75 Years of Innovation: Speech Recognition

Natural and automated speech recognition for wide-scale commercial application.

The 75 Years of Innovation series highlights the groundbreaking innovations spanning from SRI’s founding in 1946 to today. Each week, SRI will release an innovation, leading up to its 75th anniversary in November 2021.

A Word in Your I/O Port: How Computers Were Made to DECIPHER Natural Human Speech

“What the Nuance speech system is actually doing is taking each sound apart and analyzing it to figure out exactly what the caller said…” Bob Morgen, SRI International, 1996

Computer World Interview on Charles Schwab & Co’s use of speech recognition in their VoiceBroker system.

Scientist in lab coat talking into recording device

Many creatures on planet earth communicate but human beings have made speech central to daily interactions. Unlike many of the planet’s fauna, human speech is made up of complex sentences and composed of grammatical rules that define context; this context places events in time and space. Add natural language ‘nuances’ to this, such as regional accents, and the complexity increases. Whilst these language foibles add great beauty and depth to the human language, they also make it difficult to use natural language when communicating with computers.

For many years, humans have been trying to translate human language into computer language, bringing the two worlds together; human speech being the ultimate in Human-Computer Interaction (HCI). Whilst there have been many attempts at connecting the computer with human beings using the spoken word, here at SRI, we created a system known as DECIPHER the basis of which is now used in commercial settings to make communicating with computers, via voice, a more natural and seamless experience.

This is the part that SRI played in allowing computers and humans to talk to one another.

The Technology Behind Natural Language Speech Recognition

Accents, in the context of speech recognition, can be frustrating for the user and challenging for the developer. Whilst there have been numerous attempts at employing speech recognition in Human-Computer Interaction, most have failed the accent test. SRI took the concepts behind natural language and speech and developed the DECIPHER project to meet this challenge head-on.

In 1989, the “DARPA speech and natural language workshop” was used as a platform to describe the technology behind DECIPHER. The SRI team who worked on the DECIPHER project, explored ways to integrate speech and linguistic knowledge using the HMM (Hidden Markov Model) framework.

A Markov Model is a method used to predict a sequence in a chain of random variables — the prediction is based on the current state. However, in reality, the events (variables) that make up a chain may be hidden.
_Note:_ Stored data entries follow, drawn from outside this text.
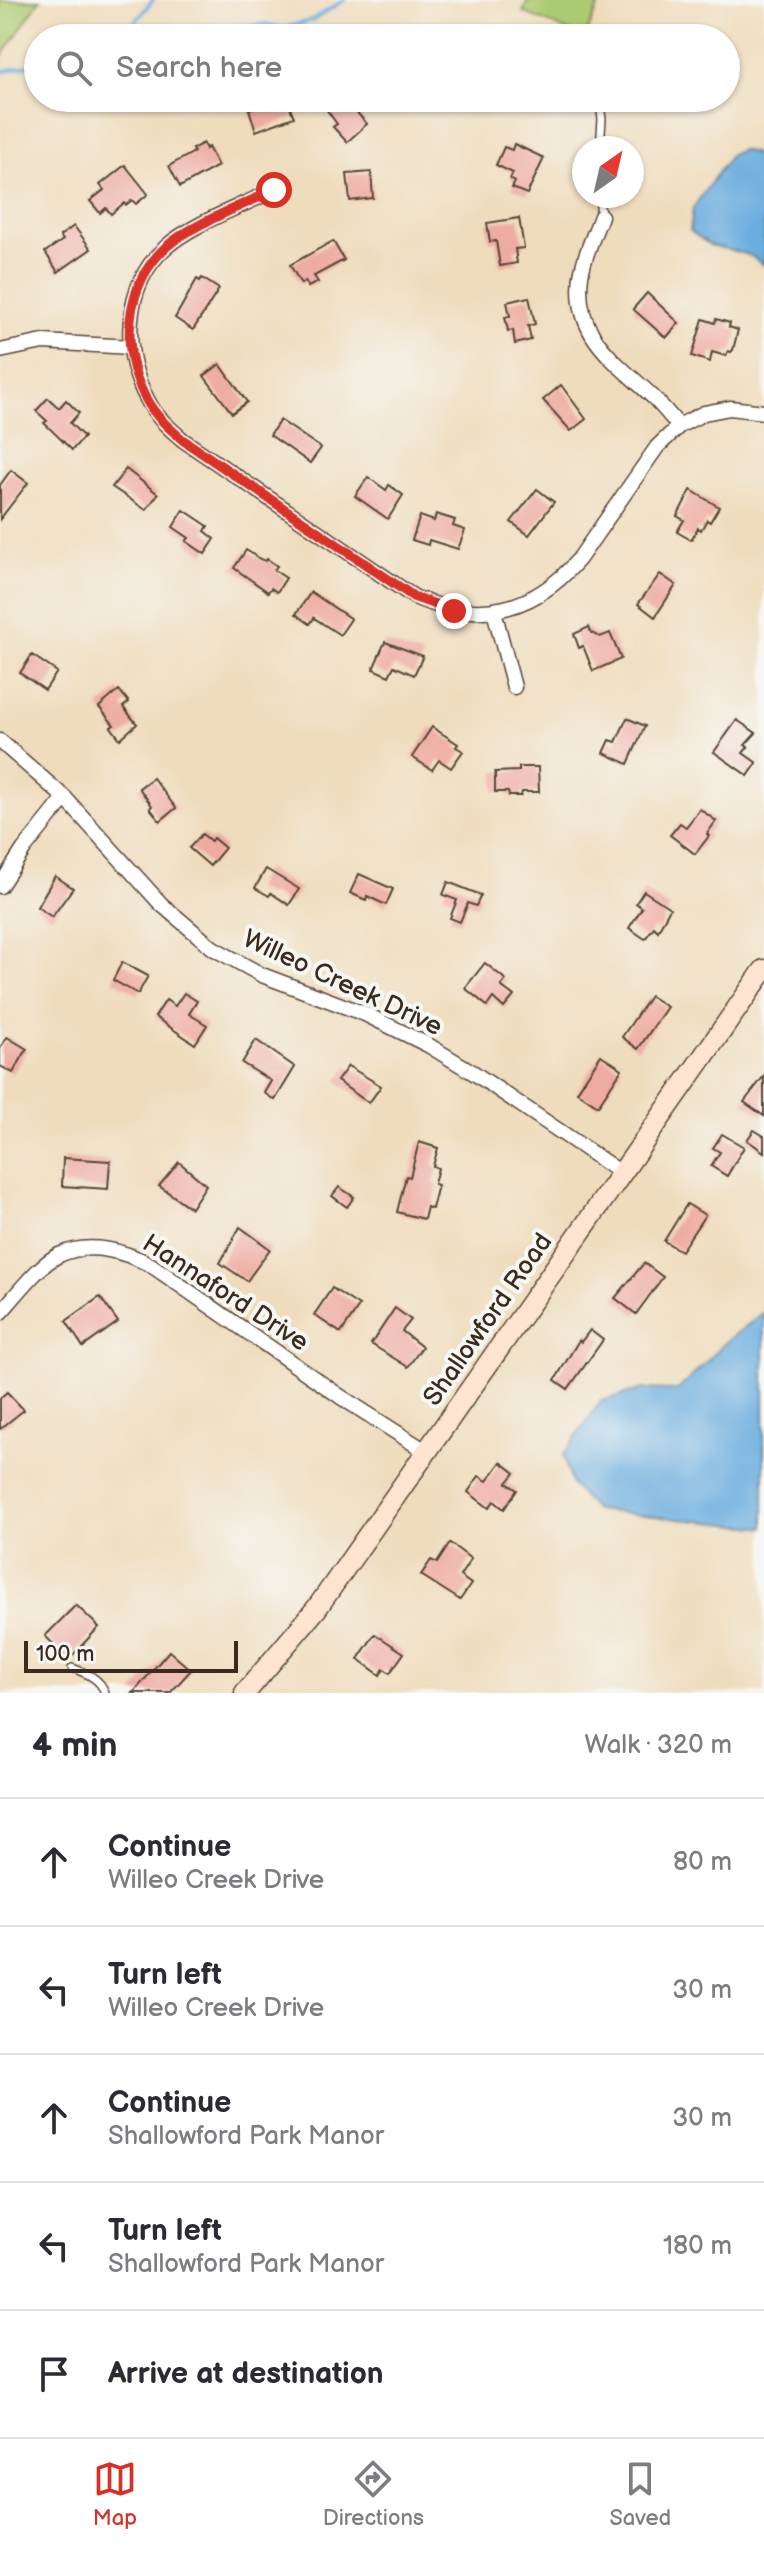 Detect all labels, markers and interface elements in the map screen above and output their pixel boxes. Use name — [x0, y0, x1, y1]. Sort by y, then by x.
search box — [24, 24, 740, 112]
icon: search — [52, 46, 96, 90]
text: Search here — [116, 50, 282, 86]
north arrow — [572, 136, 644, 208]
route start — [256, 172, 292, 208]
route end — [436, 593, 472, 629]
street label: Willeo Creek Drive — [238, 924, 447, 1043]
street label: Hannaford Drive — [136, 1228, 314, 1358]
street label: Shallowford Road — [417, 1228, 559, 1412]
scale bar — [24, 1637, 238, 1673]
text: 100 m — [36, 1641, 95, 1668]
text: 4 min — [32, 1725, 118, 1766]
text: Walk · 320 m — [584, 1730, 732, 1761]
text: Continue — [108, 1829, 231, 1865]
icon: ahead — [32, 1840, 76, 1884]
text: 80 m — [673, 1847, 732, 1878]
text: Willeo Creek Drive — [108, 1865, 324, 1896]
text: Turn left — [108, 1957, 222, 1993]
icon: left — [32, 1968, 76, 2012]
text: 30 m — [672, 1975, 732, 2006]
text: Willeo Creek Drive — [108, 1993, 324, 2024]
text: Continue — [108, 2085, 231, 2121]
icon: ahead — [32, 2096, 76, 2140]
text: 30 m — [672, 2103, 732, 2134]
text: Shallowford Park Manor — [108, 2121, 384, 2152]
text: Turn left — [108, 2213, 222, 2249]
icon: left — [32, 2224, 76, 2268]
text: 180 m — [663, 2231, 732, 2262]
text: Shallowford Park Manor — [108, 2249, 384, 2280]
icon: arrive — [32, 2352, 76, 2396]
text: Arrive at destination — [108, 2356, 384, 2392]
tab: Map — [93, 2457, 137, 2532]
tab: Directions — [323, 2457, 424, 2532]
tab: Saved — [609, 2457, 671, 2532]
In the context of speech, this is often the ‘part-of-speech’ tags in a given text — we see the words, but the tags are hidden. A Hidden Markov Model (HMM), allows both the observed and hidden parts of speech to be deployed in an algorithm that can be used in a speech recognition program. In the 1980s, the HMM approach used by DECIPHER, revolutionized speech recognition, allowing computers to determine the probability that a sound was, in fact, a word, and to a high degree of accuracy.

The work at SRI International, which explored the use of HMM frameworks for natural language speech recognition, moved the technology on towards a more commercially viable use of speech recognition. This research has since been the foundation for a number of developments.
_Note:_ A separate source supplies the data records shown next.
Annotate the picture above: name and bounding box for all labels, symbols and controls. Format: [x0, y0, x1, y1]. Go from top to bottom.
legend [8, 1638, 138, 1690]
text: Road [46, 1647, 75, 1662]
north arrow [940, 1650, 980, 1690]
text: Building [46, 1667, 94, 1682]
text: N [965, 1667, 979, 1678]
The Place of Natural Language Speech Recognition in the History of Technology

The Speech Technology and Research (STAR) Laboratory at SRI International began the journey that eventually resulted in a spin-off company, Corona Corporation (renamed, Nuance Communications). Nuance focused on commercializing advanced speech recognition technologies.
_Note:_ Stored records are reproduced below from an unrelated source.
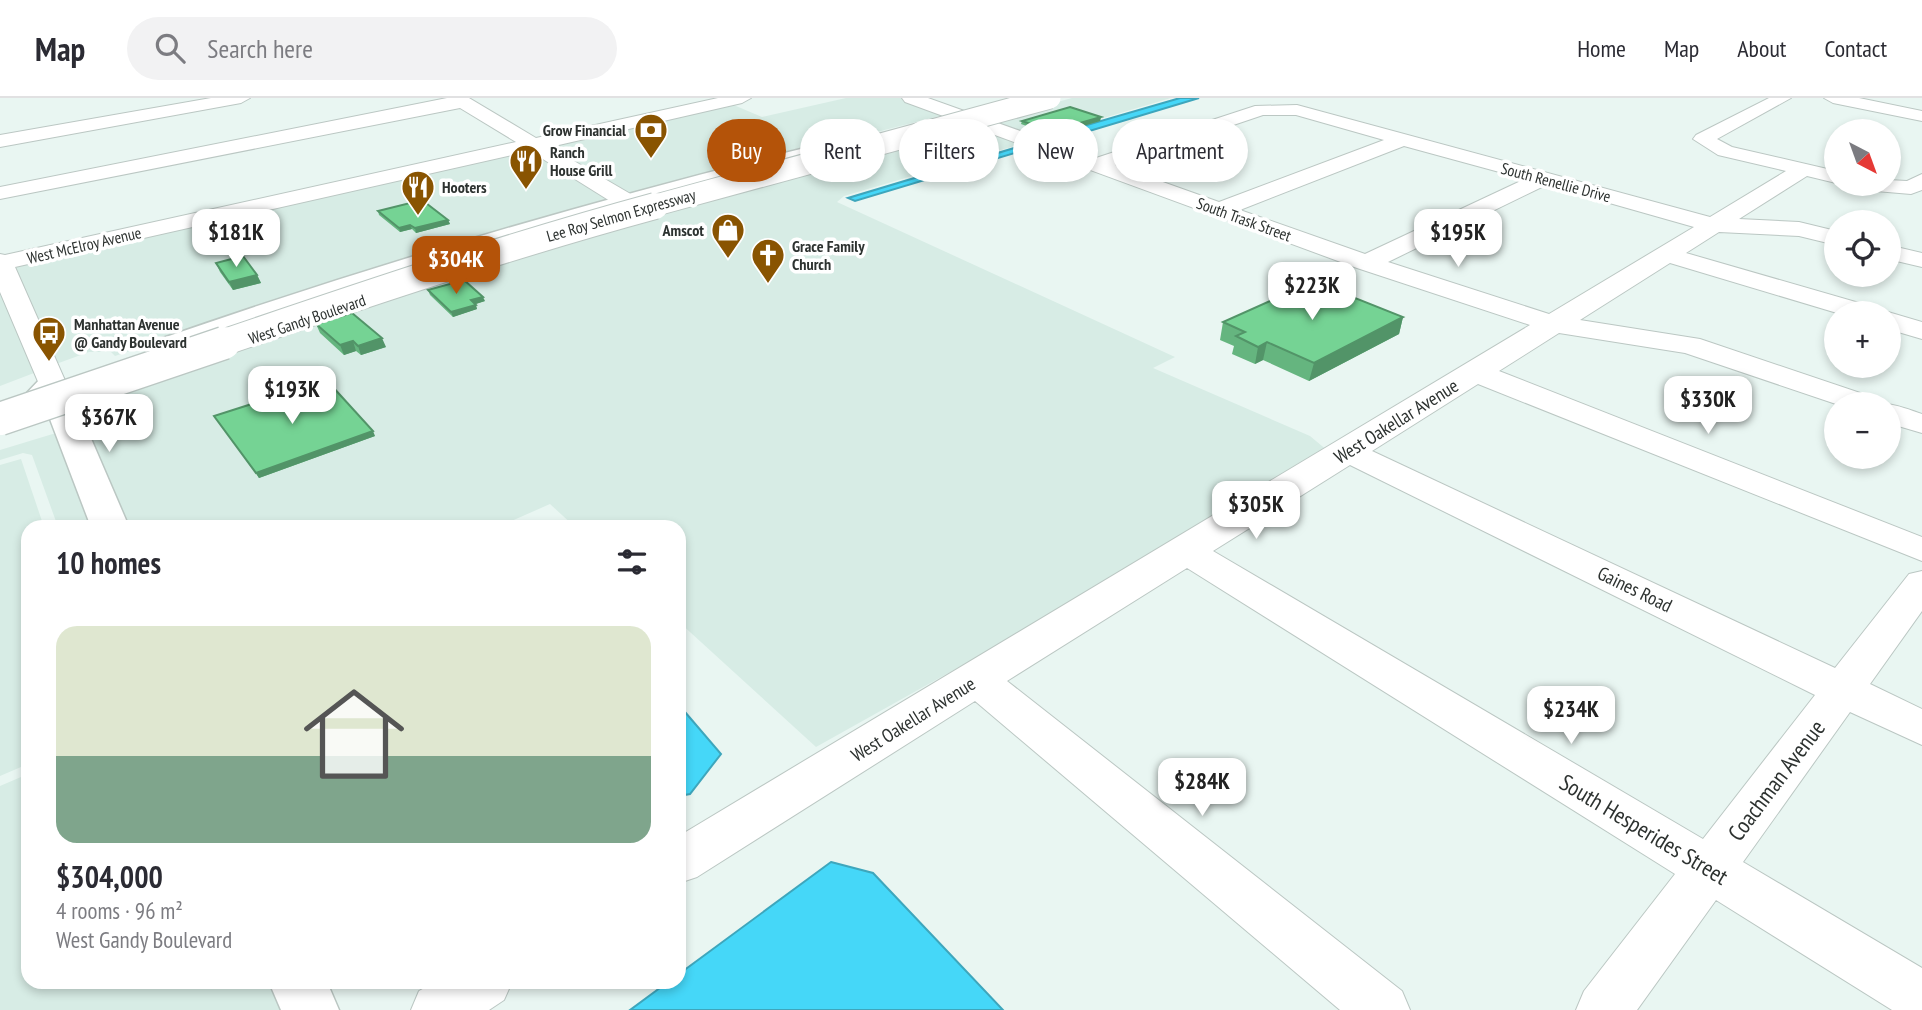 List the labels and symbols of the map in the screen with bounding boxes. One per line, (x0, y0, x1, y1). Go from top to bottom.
bank icon: Grow Financial (632, 111, 670, 160)
north arrow (1824, 119, 1900, 196)
place label: Grow Financial (543, 120, 626, 140)
restaurant icon: Ranch House Grill (507, 142, 545, 191)
place label: Ranch House Grill (550, 142, 613, 180)
street label: South Renellie Drive (1499, 158, 1613, 206)
restaurant icon: Hooters (399, 168, 437, 217)
place label: Hooters (442, 177, 487, 197)
street label: Lee Roy Selmon Expressway (544, 184, 698, 246)
street label: South Trask Street (1194, 193, 1295, 246)
pin: $181K (187, 209, 285, 269)
pin: $195K (1409, 209, 1507, 269)
shop icon: Amscot (709, 211, 747, 260)
place label: Amscot (662, 220, 704, 240)
street label: West McElroy Avenue (25, 222, 143, 268)
pin: $304K (407, 236, 505, 296)
church icon: Grace Family Church (749, 236, 787, 285)
place label: Grace Family Church (792, 236, 865, 274)
pin: $223K (1263, 262, 1361, 322)
street label: West Gandy Boulevard (246, 290, 368, 348)
bus stop icon: Manhattan Avenue @ Gandy Boulevard (30, 314, 68, 363)
place label: Manhattan Avenue @ Gandy Boulevard (74, 314, 187, 352)
pin: $193K (243, 366, 341, 426)
street label: West Oakellar Avenue (1329, 373, 1463, 469)
pin: $330K (1659, 376, 1757, 436)
pin: $367K (60, 394, 158, 454)
pin: $305K (1207, 482, 1305, 541)
street label: Gaines Road (1594, 561, 1676, 617)
street label: West Oakellar Avenue (846, 671, 980, 767)
pin: $234K (1522, 686, 1620, 746)
street label: Coachman Avenue (1721, 714, 1831, 846)
pin: $284K (1153, 758, 1251, 818)
street label: South Hesperides Street (1555, 767, 1734, 891)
In 1995, The SRI Language Modeling Toolkit (SRILM) was developed. This provides the tools to build and apply statistical language models (LMs), primarily for use in speech recognition, statistical tagging and segmentation, and machine translation.

In terms of commercialization of natural automated speech recognition, SRI’s natural language speech recognition software was the first to be deployed by a major corporation. In 1996, Charles Schwab & Co., Inc., used Nuance’s speech recognition technology to allow customers to receive stock quotes over the telephone. One of the key features of the ‘Schwab Discount Brokerage system’, was the ability to recognize English words even when spoken by customers with accents.

In 1997, Nuance Communications developed the first large scale commercial dialog system for United Parcel Services (UPS). UPS used the voice recognition platform to handle very large numbers of inquiries about package status.

In 2006, Nuance, used the “The Amazing Race: Mobile Text Messaging” challenge, to pit their speech recognition technology against the world’s fastest texter: The texter took over 42 seconds whilst Nuance Mobile Dictation took 16 seconds.

Some of the most recent speech recognition technologies to be borne from SRI International are:

● EduSpeak is used in foreign language teaching and corporate training and simulation. It can compare the language learner pronunciation with that of a native speaker. The system uses speaker-independent speech recognition engine that is designed for use by developers of interactive, multimedia learning products to integrate voice input in their products.

● DynaSpeak is a small footprint, high accuracy speaker-independent speech recognition engine that scales from embedded to large scale system use in industrial, consumer, and military products and systems.

As human beings, we love to talk. SRI and spin-off Nuance have built the technology to allow our natural complex speech, even with accents, to be used to communicate with computers.

Now, the world of computing is no longer silent but filled with chatter.